• Welcome to TechPowerUp Forums, Guest! Please check out our forum guidelines for info related to our community.

Intel Meteor Lake Technical Deep Dive

W1zzard

Administrator
Staff member
Joined
May 14, 2004
Messages
28,664 (3.74/day)
Processor Ryzen 7 5700X
Memory 48 GB
Video Card(s) RTX 4080
Storage 2x HDD RAID 1, 3x M.2 NVMe
Display(s) 30" 2560x1600 + 19" 1280x1024
Software Windows 10 64-bit
Today Intel is taking the wraps off their Meteor Lake Architecture. Our tech preview tells you everything you need to know about Intel's new ideas that will power the company's processors for years to come. Just like AMD, Intel is betting on chiplets, which combine multiple silicon dies into a single CPU to build faster, more-energy efficient designs that are cheaper to manufacture.

Show full review
 
Wouldn't Meteor Lake be focused on laptops? I don't understand the reason for comparing the iGPU with the desktop version which only has 256shaders (768shaders on the laptop). Bigger numbers to show investors, of course...

1695140710377.png
 
I like the low power island which clocks the E cores more sensibly. I was expecting them to use smaller cores than their fairly large Crestmont cores for the low power island. Let's see when it starts shipping. The claims for power efficiency are lower than I expected: more than 20% compared to Raptor Lake mobile. Intel's presentation was rather light on microarchitectural details. The only hard numbers were cache sizes: I cache for the P core has doubled to 64 KB. Other caches stay at the same size as Raptor Lake. It's also interesting that they have opted to use TSMC's N5 rather than their own process for the GPU tile.
 
Maybe there was more buried in the slides but I feel like very little new information was presented here. I had heard that there was a 6P+8E core configuration plus 2 e-cores in the SoC that would only be used if the CPU tile was powered down. But now I know it's 4 cores on the SoC and they're available for use even when the CPU tile is active. Maybe this was in the slides but the article only said that the GPU tile used something from TSMC which is better than what Arc uses, which implies N5, N4, or N3 but still nothing more specific, which pretty much confirms what we already surmised. The article says the interposer has some logic, but what is that logic? Is it the rumored L4 cache? And what about the ISA, is AVX-512 supported?
 
  • Like
Reactions: bug
Maybe there was more buried in the slides but I feel like very little new information was presented here. I had heard that there was a 6P+8E core configuration plus 2 e-cores in the SoC that would only be used if the CPU tile was powered down. But now I know it's 4 cores on the SoC and they're available for use even when the CPU tile is active. Maybe this was in the slides but the article only said that the GPU tile used something from TSMC which is better than what Arc uses, which implies N5, N4, or N3 but still nothing more specific, which pretty much confirms what we already surmised. The article says the interposer has some logic, but what is that logic? Is it the rumored L4 cache? And what about the ISA, is AVX-512 supported?
They only claimed VNNI which suggests 256 bit AVX.
 
AVX 512 is practically dead for Intel, at least post TGL till now. Don't expect anything like that till AMD also moves to AVX 512 minus the double pumping.
 
AVX 512 is practically dead for Intel, at least post TGL till now. Don't expect anything like that till AMD also moves to AVX 512 minus the double pumping.
Zen 4 has AVX-512 which means that for the foreseeable future, its successors will support it as well.
 
I'm not really sure what it is for, except I've heard some AI workloads can benefit from it. My reason for wondering is because Golden/Raptor Cove includes it, but Gracemont does not. So I'm wondering if Redwood Cove and Crestmont were actually designed with the same ISA instead of non-shared instructions being disabled.

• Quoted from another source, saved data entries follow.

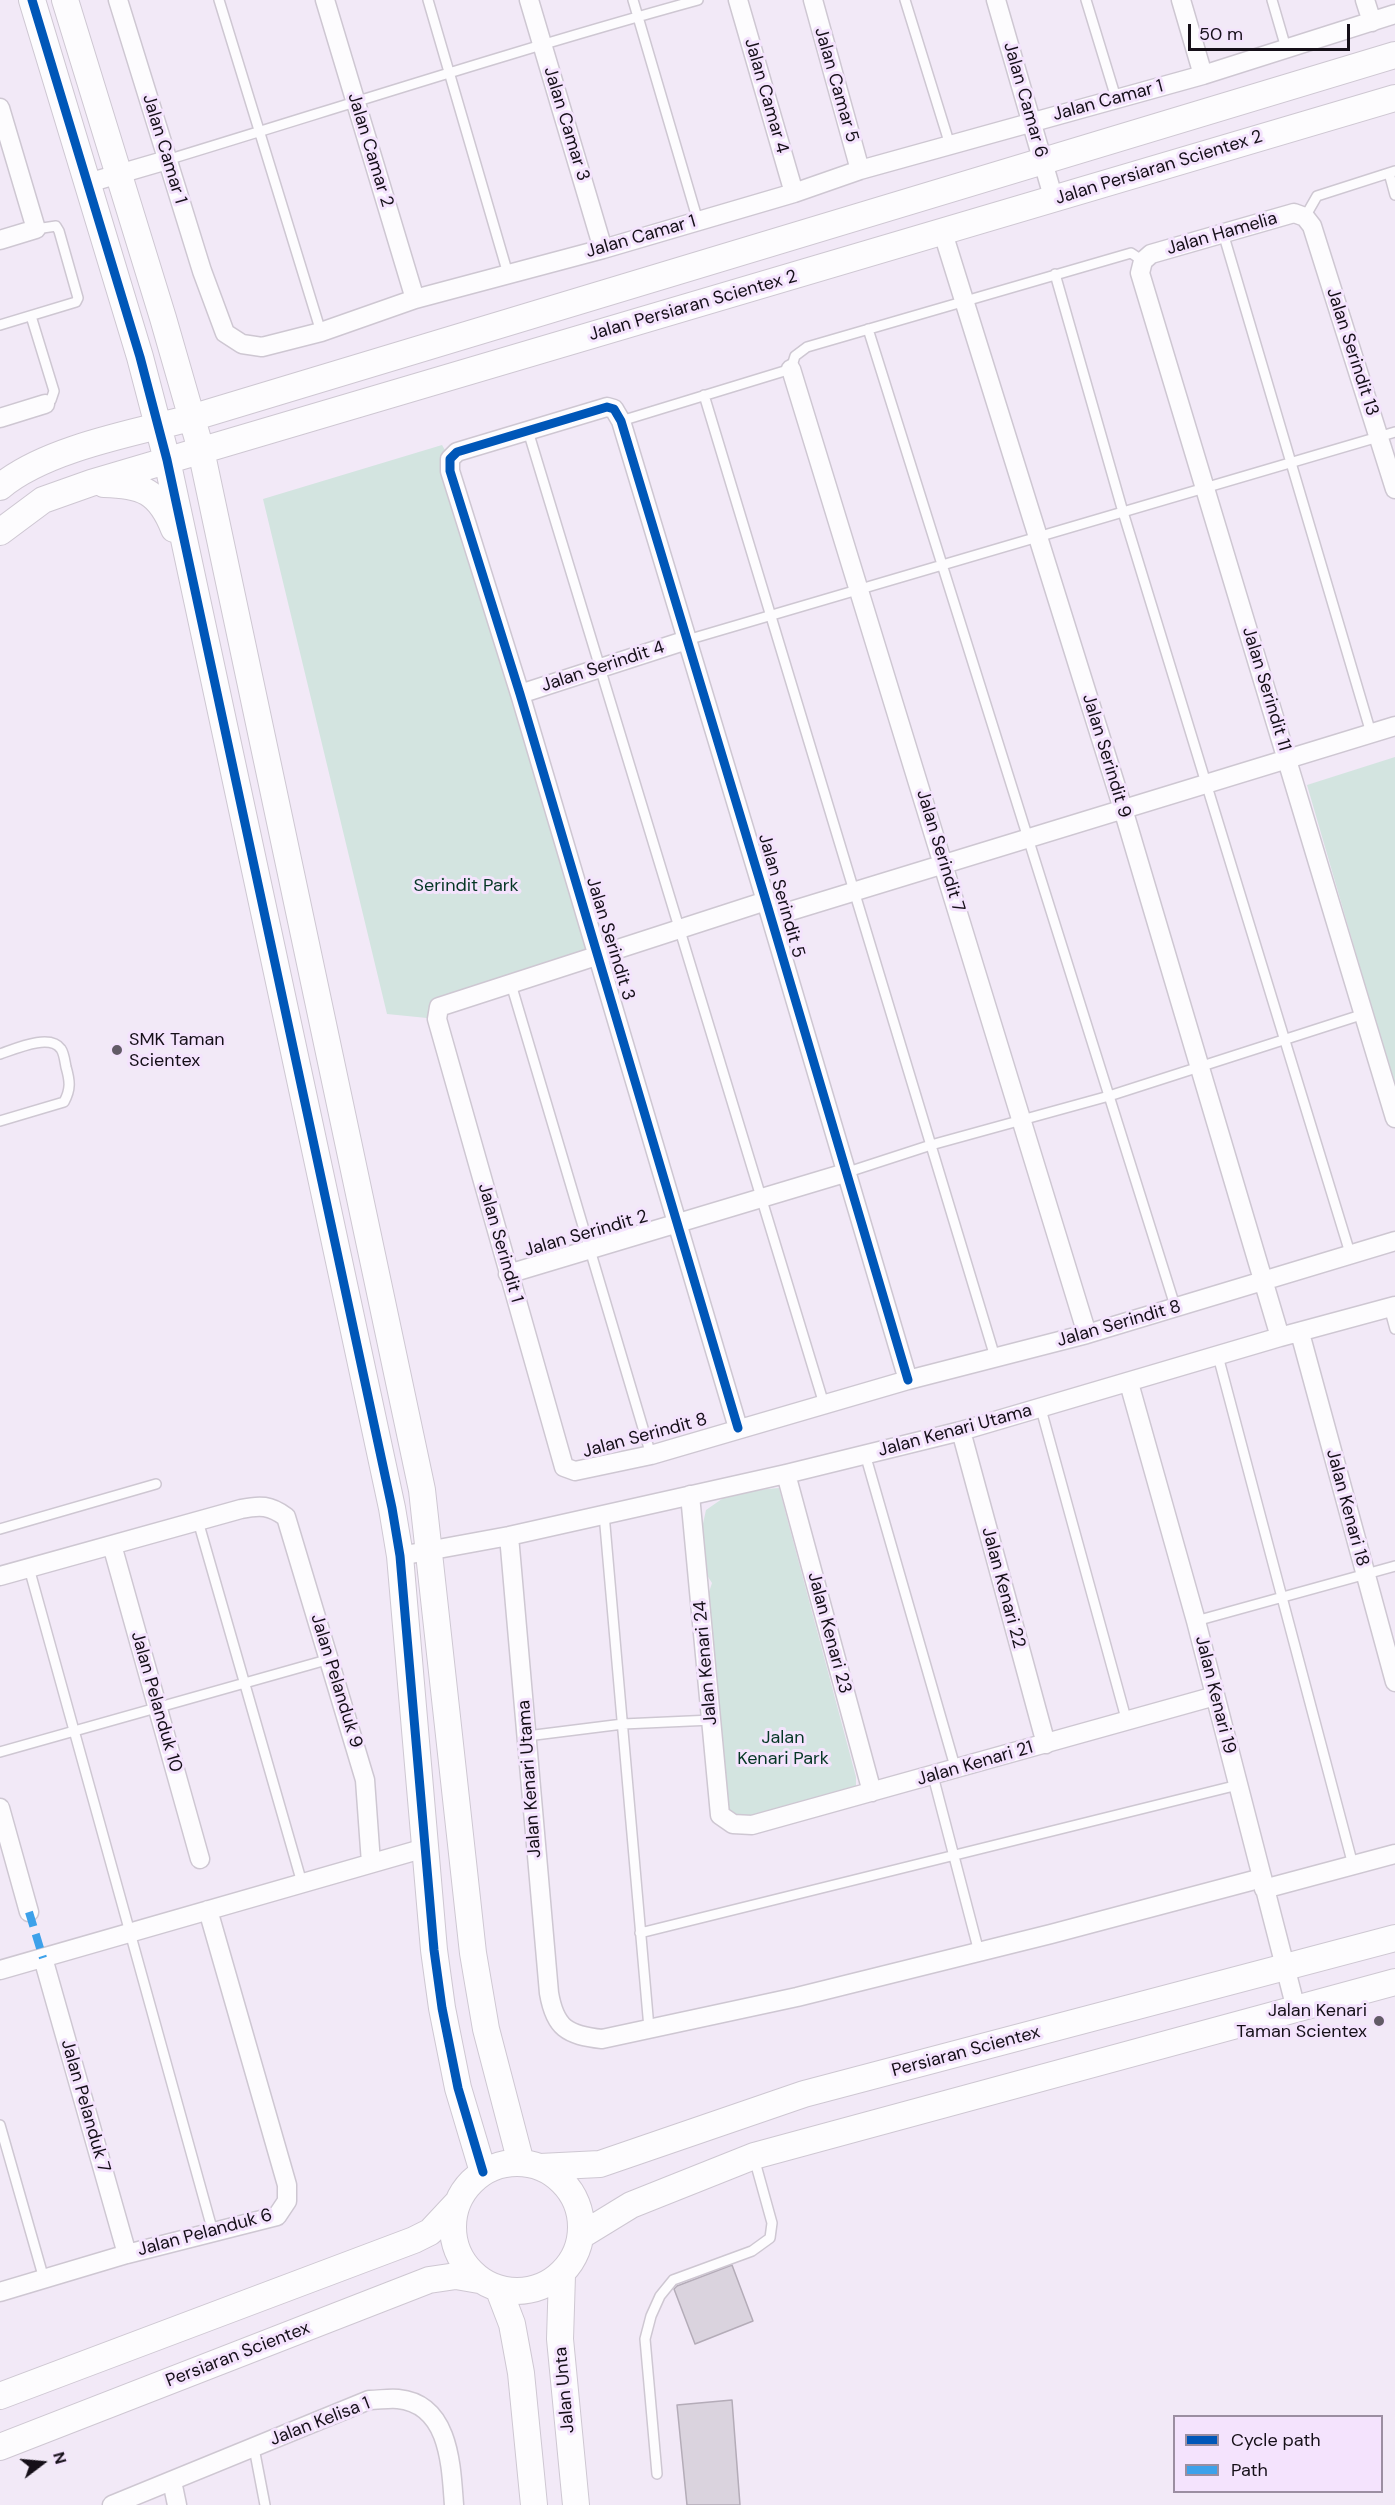 <!DOCTYPE html>
<html>
<head>
<meta charset="utf-8">
<style>
  body { margin:0 }
  #map { position:relative; width:1395px; height:2505px; overflow:hidden; background:#f2e9f7; font-family:"DM Sans",sans-serif }
  canvas { display:block }
  .legend { position:absolute; left:1173px; top:2415px; width:210px; height:78px; box-sizing:border-box; background:#f4e3fd; border:2px solid #9b8ea1; margin:0; padding:8px 10px; list-style:none; font-size:18px; color:#150f18 }
  .legend li { display:flex; align-items:center; gap:12px; height:30px }
  .legend b { width:30px; border:2px solid #9b8ea1 }
  .north { position:absolute; left:12px; top:2433px; width:60px; height:60px; -webkit-text-stroke:4px #f4e3fd; paint-order:stroke; rotate:74deg; font-size:16px; font-weight:700; line-height:24px; text-align:center; color:#150f18 }
  .north::after { content:''; display:block; margin:auto; width:21px; height:27px; background:#150f18; clip-path:polygon(50% 0,100% 100%,50% 72%,0 100%) }
  .scale { position:absolute; left:1188px; top:24px; width:162px; height:27px; box-sizing:border-box; border:3px solid #150f18; border-top:0; padding-left:8px; font-size:18px; line-height:21px; white-space:nowrap; color:#150f18; -webkit-text-stroke:4px #f4e3fd; paint-order:stroke }
</style>
</head>
<body>
<div id="map">
<canvas width="1395" height="2505"></canvas>
<ul class="legend">
<li><b style="height:8px;background:#0057b8"></b>Cycle path</li>
<li><b style="height:8px;background:#3da1ea"></b>Path</li>
</ul>
<div class="north">N</div>
<div class="scale">50 m</div>
</div>
<script>
const ctx = document.querySelector('canvas').getContext('2d');
ctx.lineJoin = 'round';
function paint(path, color) { ctx.fillStyle = color; ctx.fill(path, 'evenodd'); }
function trace(path, color, width, dash) { ctx.strokeStyle = color; ctx.lineWidth = width; ctx.lineCap = dash ? 'butt' : 'round'; ctx.setLineDash(dash || []); ctx.stroke(path); }
function drawText(font, color, halo, rows, align = 'center') {
  ctx.font = font + ' "DM Sans",sans-serif'; ctx.lineWidth = 6; ctx.setLineDash([]); ctx.textBaseline = 'middle'; ctx.strokeStyle = halo; ctx.fillStyle = color; for (const [text, x, y, turn = 0] of rows) {
    ctx.save(); ctx.translate(x, y); ctx.rotate((+turn || 0) * Math.PI / 180); ctx.textAlign = isNaN(turn) ? turn : align; if (halo) ctx.strokeText(text, 0, 0); ctx.fillText(text, 0, 0); ctx.restore();
  }
}
const green = new Path2D(`
  M442,445L450,459L598,957L449,1003L437,1019L387,1014L263,499Z
  M1395,757V1088L1307,785Z
  M779,1488L856,1777V1796L733,1824L721,1776L708,1595L712,1583C694,1555 699,1542 706,1510L732,1492Z`);
const building = new Path2D(`
  M732,2265L753,2321L695,2344L674,2289L677,2286Z
  M732,2400L740,2505H687L677,2405Z`);
const lane = new Path2D(`
  M219,0L321,332
  M428,0L508,274
  M633,0L698,221
  M905,0L950,145
  M1086,0L1116,98
  M1272,0L1286,48
  M167,160C344,106 520,49 698,0
  M1389,173L1395,195
  M1305,217L1317,196L1395,171
  M1223,233L1371,733
  M1055,274L1123,512L1350,1253
  M31,316L54,391L51,400L45,404
  M0,325L76,302L78,298L59,231L56,226L36,229
  M868,329L1176,1309
  M704,395L995,1357
  M621,421L791,369L795,356L807,347L1131,253L1143,261
  M528,431L824,1404
  M687,640L1395,432
  M511,984L651,1455
  M0,1054C15,1049 50,1033 61,1049C64,1053 65,1062 66,1067C70,1081 71,1089 64,1102L0,1121
  M845,1173L931,1145L1109,1096L1364,1014
  M1389,1307L1395,1329
  M1218,1356L1353,1865
  M1041,1409L1127,1722
  M865,1454L956,1770
  M604,1514L649,2028
  M198,1521L302,1883
  M0,1529L156,1484
  M29,1568L213,2232
  M1196,1621L1395,1566
  M527,1736L623,1724L712,1720
  M0,1752L330,1659
  M933,1776L979,1952
  M640,1933L1238,1785
  M0,2125L44,2279
  M254,2448L265,2505
  M657,2474L645,2339L651,2316L660,2296L673,2280L752,2251L770,2238L772,2223L754,2158`);
const street = new Path2D(`
  M118,0L202,271L225,333L242,344L262,347L321,332L415,299L603,249L794,193L860,170L1203,75L1395,14
  M325,0L415,299
  M529,0L603,249
  M738,0L794,193
  M813,0L860,170
  M996,0L1054,200
  M1181,0L1203,75
  M1365,0L1372,22
  M0,108L36,229L0,240
  M88,183L167,160
  M943,233L1123,809L1280,1337
  M791,369L1087,1334
  M0,418L45,404
  M1395,489L1312,226L1305,217L1294,213L1151,254L1143,261L1140,273L1395,1118
  M520,694L687,640
  M766,901L439,1007L437,1019L564,1467L575,1471L651,1455L908,1380L1087,1334L1395,1241
  M771,917L1395,726
  M508,1274L845,1173
  M1300,1333L1395,1682
  M1129,1383L1196,1621L1296,2009
  M738,1428L520,694L450,471V459L457,452L607,407L614,409L621,421L766,901L908,1380
  M961,1431L1046,1744
  M786,1474L872,1792
  M690,1495L720,1815L733,1824L752,1825L1215,1696
  M509,1536L549,1993C555,2028 567,2035 602,2039L797,1997L1051,1934L1262,1878
  M112,1545L200,1859
  M400,1556L509,1536L786,1474L961,1431L1280,1337L1395,1306
  M0,1576L241,1509C260,1505 270,1505 286,1517L365,1780L371,1863
  M0,1808L29,1912
  M1264,1889L1395,1854
  M43,1958L127,2254
  M0,1970L425,1848
  M0,2292L127,2254L277,2216L287,2201V2185L208,1910
  M172,2481L177,2505
  M112,2505L369,2400C379,2400 389,2398 398,2399C450,2404 451,2466 454,2505`);
const secondary = new Path2D(`
  M32,0L140,357L167,460L392,1508L400,1556L434,1950L442,2008L458,2088L483,2172
  M65,0L163,318L201,450L422,1490L473,1953L486,2029L521,2163
  M104,484C142,485 159,491 174,529
  M0,487C45,449 133,433 191,418L1395,55
  M0,532L43,500L91,483L1395,98
  M453 2227a64 64 0 1 1 128 0a64 64 0 1 1-128 0Z
  M540,2167L600,2164L804,2094L1395,1938
  M582,2235L631,2205L754,2156L1395,1982
  M562,2275L560,2339L576,2505
  M499,2290L512,2324L521,2373L534,2505
  M0,2396L414,2240L430,2232L458,2202
  M0,2447L429,2280L456,2276L479,2280`);
const quiet = new Path2D(`
  M29,1912L43,1958`);
const cycleway = new Path2D(`
  M32,0L140,357L167,460L392,1508L400,1556L434,1950L442,2008L458,2088L483,2172
  M738,1428L520,694L450,471V459L457,452L607,407L614,409L621,421L766,901L908,1380`);
const markers = [
  [117,1050,6,"#625b66"],
  [1379,2021,6,"#625b66"]
];
const streetNames = [
  ["Jalan Camar 5",836,85,74],
  ["Jalan Camar 4",766,96,74],
  ["Jalan Camar 6",1025,100,74],
  ["Jalan Camar 1",1108,101,-15],
  ["Jalan Camar 3",566,124,73],
  ["Jalan Camar 1",164,149,73],
  ["Jalan Camar 2",370,150,73],
  ["Jalan Persiaran Scientex 2",1159,168,-17],
  ["Jalan Hamelia",1222,234,-16],
  ["Jalan Camar 1",641,237,-16],
  ["Jalan Persiaran Scientex 2",693,306,-16],
  ["Jalan Serindit 13",1352,352,72],
  ["Jalan Serindit 4",603,667,-18],
  ["Jalan Serindit 11",1266,689,73],
  ["Jalan Serindit 9",1106,756,73],
  ["Jalan Serindit 7",940,851,73],
  ["Jalan Serindit 5",781,896,74],
  ["Jalan Serindit 3",610,939,73],
  ["Jalan Serindit 2",586,1234,-16],
  ["Jalan Serindit 1",500,1243,74],
  ["Jalan Serindit 8",1119,1324,-16],
  ["Jalan Kenari Utama",955,1431,-15],
  ["Jalan Serindit 8",645,1436,-15],
  ["Jalan Kenari 18",1347,1508,75],
  ["Jalan Kenari 22",1003,1588,75],
  ["Jalan Kenari 23",829,1633,75],
  ["Jalan Kenari 24",706,1663,-95],
  ["Jalan Pelanduk 9",336,1681,73],
  ["Jalan Kenari 19",1215,1695,76],
  ["Jalan Pelanduk 10",156,1702,74],
  ["Jalan Kenari 21",975,1764,-16],
  ["Jalan Kenari Utama",530,1779,-94],
  ["Persiaran Scientex",966,2052,-15],
  ["Jalan Pelanduk 7",85,2106,74],
  ["Jalan Pelanduk 6",205,2233,-15],
  ["Persiaran Scientex",238,2355,-21],
  ["Jalan Unta",565,2390,-95],
  ["Jalan Kelisa 1",320,2422,-21]
];
const parkNames = [
  ["Serindit Park",466,886],
  ["Jalan",783,1738],
  ["Kenari Park",783,1759]
];
const poiNames = [
  ["SMK Taman",129,1040],
  ["Scientex",129,1061],
  ["Jalan Kenari",1367,2011,"right"],
  ["Taman Scientex",1367,2032,"right"]
];
paint(green, '#d3e4e0');
paint(building, '#dad3de');
trace(building, '#b4acb8', 1.5);
trace(lane, '#cec7d2', 12);
trace(street, '#cec7d2', 21);
trace(secondary, '#cec7d2', 28);
trace(lane, '#fdfcfe', 9);
trace(street, '#fdfcfe', 18);
trace(secondary, '#fdfcfe', 26);
trace(quiet, '#3da1ea', 8, [15, 8]);
trace(cycleway, '#0057b8', 9);
for (const [x, y, r, color] of markers) { const dot = new Path2D(); dot.arc(x, y, r, 0, 2 * Math.PI); ctx.fillStyle = color; ctx.fill(dot); trace(dot, '#f4e3fd', 2); }
drawText('18px', '#150f18', '#f4e3fd', streetNames);
drawText('18px', '#043624', '#f4e3fd', parkNames);
drawText('18px', '#150f18', '#f4e3fd', poiNames, 'left');
</script>
</body>
</html>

From Anand Tech, it sounds like the GPU tile is made with TSMC N5 and the SoC with TSMC N6.

I wonder today if Intel's new reliance on TSMC has to do with node optimization. Intel's newest nodes get used first for CPUs, so they're frequency-optimized. But TSMC favors density-optimized nodes because their early adopters make smartphone and graphics processors. So even if Intel and TSMC were keeping pace with one another, it'd still make more sense to build the CPU tile at Intel and the GPU and SoC tiles at TSMC. (I believe both companies tend to make alternate versions of their nodes that are optimized differently, but those come later and might be a little more expensive.)

Anand Tech also said that the Crestmont cores in the SoC are optimized with a lower voltage-frequency curve, perhaps that's because the TSMC N6 process they're built with is density-optimized?

Source:
 
Last edited:
I'm not really sure what it is for, except I've heard some AI workloads can benefit from it. My reason for wondering is because Golden/Raptor Cove includes it, but Gracemont does not. So I'm wondering if Redwood Cove and Crestmont were actually designed with the same ISA instead of non-shared instructions being disabled.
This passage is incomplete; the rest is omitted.